Benchmarking is a moderately expensive process, but most organizations find that it more than pays for itself. The three main types of costs are:

  1. Visit Costs - This includes hotel rooms, travel costs, meals, a token gift, and lost labor time.
  2. Time Costs - Members of the benchmarking team will be investing time in researching problems, finding exceptional companies to study, visits, and implementation. This will take them away from their regular tasks for part of each day so additional staff might be required.
  3. Benchmarking Database Costs - Organizations that institutionalize benchmarking into their daily procedures find it is useful to create and maintain a database of best practices and the companies associated with each best practice now.

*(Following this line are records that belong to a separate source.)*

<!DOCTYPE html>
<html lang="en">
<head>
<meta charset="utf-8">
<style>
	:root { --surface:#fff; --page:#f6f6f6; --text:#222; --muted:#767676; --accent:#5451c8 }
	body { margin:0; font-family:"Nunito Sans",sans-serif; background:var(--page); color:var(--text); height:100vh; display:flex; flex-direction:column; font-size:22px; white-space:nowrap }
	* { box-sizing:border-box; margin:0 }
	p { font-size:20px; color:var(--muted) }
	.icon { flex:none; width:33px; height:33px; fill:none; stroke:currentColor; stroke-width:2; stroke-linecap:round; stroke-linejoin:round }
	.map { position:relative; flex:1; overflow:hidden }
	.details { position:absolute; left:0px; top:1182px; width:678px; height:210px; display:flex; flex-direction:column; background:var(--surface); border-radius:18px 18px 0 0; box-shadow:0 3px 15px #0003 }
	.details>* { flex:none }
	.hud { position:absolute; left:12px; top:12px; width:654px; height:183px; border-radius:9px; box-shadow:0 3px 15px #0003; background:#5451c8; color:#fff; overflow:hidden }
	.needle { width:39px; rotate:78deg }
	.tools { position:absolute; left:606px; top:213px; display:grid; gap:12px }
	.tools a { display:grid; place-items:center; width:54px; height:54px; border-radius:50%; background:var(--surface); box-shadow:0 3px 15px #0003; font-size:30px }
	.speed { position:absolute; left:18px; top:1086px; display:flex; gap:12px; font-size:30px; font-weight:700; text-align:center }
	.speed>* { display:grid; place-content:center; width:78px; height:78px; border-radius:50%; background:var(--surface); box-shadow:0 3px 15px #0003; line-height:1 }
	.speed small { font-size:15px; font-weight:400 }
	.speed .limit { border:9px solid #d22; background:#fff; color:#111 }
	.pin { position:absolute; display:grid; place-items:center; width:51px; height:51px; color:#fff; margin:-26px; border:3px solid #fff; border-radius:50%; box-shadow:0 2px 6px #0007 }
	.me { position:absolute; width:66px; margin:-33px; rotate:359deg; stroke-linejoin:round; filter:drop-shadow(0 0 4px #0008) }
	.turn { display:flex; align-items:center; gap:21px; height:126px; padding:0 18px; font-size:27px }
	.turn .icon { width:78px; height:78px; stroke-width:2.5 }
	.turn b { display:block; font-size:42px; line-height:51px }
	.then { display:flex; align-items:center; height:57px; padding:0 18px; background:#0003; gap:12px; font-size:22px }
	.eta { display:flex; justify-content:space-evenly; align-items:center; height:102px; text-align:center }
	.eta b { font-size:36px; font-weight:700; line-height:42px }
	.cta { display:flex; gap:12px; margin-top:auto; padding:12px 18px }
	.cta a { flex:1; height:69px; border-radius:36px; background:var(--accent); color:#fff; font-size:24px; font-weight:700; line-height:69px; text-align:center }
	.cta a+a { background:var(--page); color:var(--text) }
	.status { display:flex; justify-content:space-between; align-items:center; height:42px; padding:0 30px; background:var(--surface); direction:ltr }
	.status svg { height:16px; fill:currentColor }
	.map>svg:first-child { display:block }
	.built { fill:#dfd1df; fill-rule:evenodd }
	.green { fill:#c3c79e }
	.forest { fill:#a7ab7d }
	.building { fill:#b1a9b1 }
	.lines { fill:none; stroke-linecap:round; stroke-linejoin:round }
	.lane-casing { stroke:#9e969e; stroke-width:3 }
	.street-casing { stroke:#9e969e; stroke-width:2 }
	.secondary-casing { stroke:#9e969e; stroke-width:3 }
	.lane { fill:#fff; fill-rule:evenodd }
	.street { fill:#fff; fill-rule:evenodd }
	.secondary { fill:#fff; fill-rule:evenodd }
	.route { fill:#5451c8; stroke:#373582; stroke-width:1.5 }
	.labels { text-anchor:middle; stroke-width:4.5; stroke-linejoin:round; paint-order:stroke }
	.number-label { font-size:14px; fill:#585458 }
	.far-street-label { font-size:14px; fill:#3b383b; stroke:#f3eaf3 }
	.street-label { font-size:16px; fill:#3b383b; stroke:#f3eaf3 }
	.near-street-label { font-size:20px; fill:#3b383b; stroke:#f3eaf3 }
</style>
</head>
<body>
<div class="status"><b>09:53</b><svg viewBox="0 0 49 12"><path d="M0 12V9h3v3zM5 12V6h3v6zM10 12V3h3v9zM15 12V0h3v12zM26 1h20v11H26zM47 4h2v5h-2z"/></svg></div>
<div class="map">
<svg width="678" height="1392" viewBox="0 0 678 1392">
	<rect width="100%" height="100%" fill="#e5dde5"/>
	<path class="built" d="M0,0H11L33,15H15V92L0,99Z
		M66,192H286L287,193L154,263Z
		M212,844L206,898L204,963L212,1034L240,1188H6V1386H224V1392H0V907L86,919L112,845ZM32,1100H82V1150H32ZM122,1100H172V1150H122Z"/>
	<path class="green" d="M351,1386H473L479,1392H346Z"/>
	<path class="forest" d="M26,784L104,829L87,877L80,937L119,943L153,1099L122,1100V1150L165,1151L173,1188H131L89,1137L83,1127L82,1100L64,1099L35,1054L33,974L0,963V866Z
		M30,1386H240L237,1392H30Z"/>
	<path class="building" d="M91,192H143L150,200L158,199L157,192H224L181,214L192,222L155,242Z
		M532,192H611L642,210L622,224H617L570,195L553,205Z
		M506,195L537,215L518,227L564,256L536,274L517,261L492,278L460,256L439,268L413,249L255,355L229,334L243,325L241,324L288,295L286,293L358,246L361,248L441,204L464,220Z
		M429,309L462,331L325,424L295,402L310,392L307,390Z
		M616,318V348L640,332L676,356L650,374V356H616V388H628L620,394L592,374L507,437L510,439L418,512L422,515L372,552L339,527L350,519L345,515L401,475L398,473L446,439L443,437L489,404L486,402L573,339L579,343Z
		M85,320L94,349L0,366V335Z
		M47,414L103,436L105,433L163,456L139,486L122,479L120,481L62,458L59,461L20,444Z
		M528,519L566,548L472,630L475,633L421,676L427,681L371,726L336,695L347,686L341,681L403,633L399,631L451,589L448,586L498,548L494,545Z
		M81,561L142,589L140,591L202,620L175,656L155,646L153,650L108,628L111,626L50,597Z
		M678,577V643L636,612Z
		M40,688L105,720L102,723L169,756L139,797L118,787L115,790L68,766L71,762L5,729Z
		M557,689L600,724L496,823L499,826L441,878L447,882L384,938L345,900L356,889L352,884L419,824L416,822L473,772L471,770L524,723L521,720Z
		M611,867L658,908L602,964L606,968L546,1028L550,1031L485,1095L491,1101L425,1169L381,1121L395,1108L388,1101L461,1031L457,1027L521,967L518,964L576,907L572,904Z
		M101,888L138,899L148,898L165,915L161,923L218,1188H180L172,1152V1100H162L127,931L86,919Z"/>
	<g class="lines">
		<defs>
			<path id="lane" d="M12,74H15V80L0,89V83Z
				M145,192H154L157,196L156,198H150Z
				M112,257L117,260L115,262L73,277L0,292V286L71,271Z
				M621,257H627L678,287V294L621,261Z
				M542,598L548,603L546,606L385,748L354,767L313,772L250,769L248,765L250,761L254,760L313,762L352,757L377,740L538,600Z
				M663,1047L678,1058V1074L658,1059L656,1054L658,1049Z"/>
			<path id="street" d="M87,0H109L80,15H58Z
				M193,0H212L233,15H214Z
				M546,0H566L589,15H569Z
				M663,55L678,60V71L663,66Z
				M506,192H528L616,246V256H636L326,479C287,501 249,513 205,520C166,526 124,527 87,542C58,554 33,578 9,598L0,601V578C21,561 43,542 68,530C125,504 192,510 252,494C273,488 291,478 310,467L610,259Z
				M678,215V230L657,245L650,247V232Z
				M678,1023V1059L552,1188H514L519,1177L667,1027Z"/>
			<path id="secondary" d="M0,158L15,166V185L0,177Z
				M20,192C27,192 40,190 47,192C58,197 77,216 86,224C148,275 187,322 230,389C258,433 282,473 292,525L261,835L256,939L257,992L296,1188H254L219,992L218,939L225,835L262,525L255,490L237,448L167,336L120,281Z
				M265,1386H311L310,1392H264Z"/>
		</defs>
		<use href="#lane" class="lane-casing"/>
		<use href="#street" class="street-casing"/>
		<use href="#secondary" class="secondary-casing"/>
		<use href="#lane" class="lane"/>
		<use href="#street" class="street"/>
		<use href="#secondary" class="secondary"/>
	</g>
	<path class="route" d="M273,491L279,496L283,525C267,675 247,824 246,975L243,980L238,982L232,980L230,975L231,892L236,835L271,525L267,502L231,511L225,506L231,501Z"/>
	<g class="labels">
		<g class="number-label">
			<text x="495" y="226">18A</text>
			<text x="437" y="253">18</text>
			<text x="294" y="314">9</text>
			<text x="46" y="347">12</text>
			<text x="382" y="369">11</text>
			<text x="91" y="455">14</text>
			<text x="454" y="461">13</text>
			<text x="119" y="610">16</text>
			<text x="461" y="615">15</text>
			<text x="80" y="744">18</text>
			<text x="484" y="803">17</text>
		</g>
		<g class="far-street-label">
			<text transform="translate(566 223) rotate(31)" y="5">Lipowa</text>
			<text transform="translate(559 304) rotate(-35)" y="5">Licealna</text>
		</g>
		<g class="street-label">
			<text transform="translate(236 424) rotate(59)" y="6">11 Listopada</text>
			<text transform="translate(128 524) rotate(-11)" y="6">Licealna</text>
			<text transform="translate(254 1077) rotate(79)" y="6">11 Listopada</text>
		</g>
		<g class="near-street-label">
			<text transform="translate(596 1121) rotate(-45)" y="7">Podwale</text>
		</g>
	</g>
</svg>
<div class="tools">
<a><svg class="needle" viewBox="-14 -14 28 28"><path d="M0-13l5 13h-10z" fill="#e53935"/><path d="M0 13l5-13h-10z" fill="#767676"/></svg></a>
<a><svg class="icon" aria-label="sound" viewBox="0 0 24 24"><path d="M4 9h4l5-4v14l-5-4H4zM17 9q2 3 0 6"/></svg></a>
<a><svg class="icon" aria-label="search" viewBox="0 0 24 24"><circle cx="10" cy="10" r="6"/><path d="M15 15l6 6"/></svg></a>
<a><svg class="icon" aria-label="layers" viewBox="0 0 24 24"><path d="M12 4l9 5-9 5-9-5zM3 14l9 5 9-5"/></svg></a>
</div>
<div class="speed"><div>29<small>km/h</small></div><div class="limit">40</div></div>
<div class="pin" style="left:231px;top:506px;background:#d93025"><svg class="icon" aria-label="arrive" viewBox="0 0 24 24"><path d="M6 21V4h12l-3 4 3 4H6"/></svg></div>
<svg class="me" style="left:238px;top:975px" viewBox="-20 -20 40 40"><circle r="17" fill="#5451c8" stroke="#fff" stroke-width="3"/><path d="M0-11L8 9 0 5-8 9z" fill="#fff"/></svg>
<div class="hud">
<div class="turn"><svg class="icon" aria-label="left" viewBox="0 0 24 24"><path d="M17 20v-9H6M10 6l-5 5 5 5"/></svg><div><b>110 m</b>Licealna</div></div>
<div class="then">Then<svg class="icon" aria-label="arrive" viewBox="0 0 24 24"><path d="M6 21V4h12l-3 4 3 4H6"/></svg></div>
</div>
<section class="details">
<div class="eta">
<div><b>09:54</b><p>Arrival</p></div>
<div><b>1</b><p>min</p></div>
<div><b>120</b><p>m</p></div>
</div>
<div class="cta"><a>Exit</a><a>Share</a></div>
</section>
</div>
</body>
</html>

The cost of benchmarking can substantially be reduced through utilizing the many internet resources that have sprung up over the last few years. These aim to capture benchmarks and best practices from organizations, business sectors and countries to make the benchmarking process much quicker and cheaper.

Types of Benchmarking

  • Customer Satisfaction Benchmarking - Conducting a customer satisfaction study in a specific industry Compairing service providers customer satisfaction measurement outcome scores fom specidic identified market segments
  • Intermediary Benchmarking - Conducting a Intermediary satisfaction study in a specific industry compairing service providers intermediary satisfaction measurement outcome scores fom specidic identified market segments
  • Product Provider Benchmarking - Conducting a Customer satisfaction study in a specific industry Compairing product providers satisfaction measurement outcome scores fom specidic identified market segments
  • Infrastructure Benchmarking - Conducting a Research study in a specific infrastructure environment to compare the different organisations infrastructure capacity and fisical condition.
  • Product Quality Benchmarking – Measure product on perception as well as technical feasability conducted by technical experts
  • Impact of Industrial Conduct - Climate Change Benchmarking
  • Process benchmarking - the initiating firm focuses its observation and investigation of business processes with a goal of identifying and observing the best practices from one or more benchmark firms. Activity Analysis will be required where the objective is to benchmark cost and efficiency; increasingly applied to back-office processes where outsourcing may be a consideration.
  • Financial benchmarking - performing a financial analysis and comparing the results in an effort to assess your overall competitiveness and productivity.
  • Benchmarking from an investor perspective- extending the benchmarking universe to also compare to peer companies that can be considered alternative investment opportunities from the perspective of an investor.
  • Performance Benchmarking - allows the initiator firm to assess their competitive position by comparing products and services with those of target firms.
  • Product Benchmarking - the process of designing new products or upgrades to current ones. This process can sometimes involve reverse engineering which is taking apart competitors products to find strengths and weaknesses.
  • Strategic Benchmarking - involves observing how others compete. This type is usually not industry specific meaning it is best to look at other industries.
  • Functional Benchmarking - a company will focus its benchmarking on a single function in order to improve the operation of that particular function. Complex functions such as Human Resources, Finance and Accounting and Information and Communication Technology are unlikely to be directly comparable in cost and efficiency terms and may need to be disaggregated into processes to make valid comparison.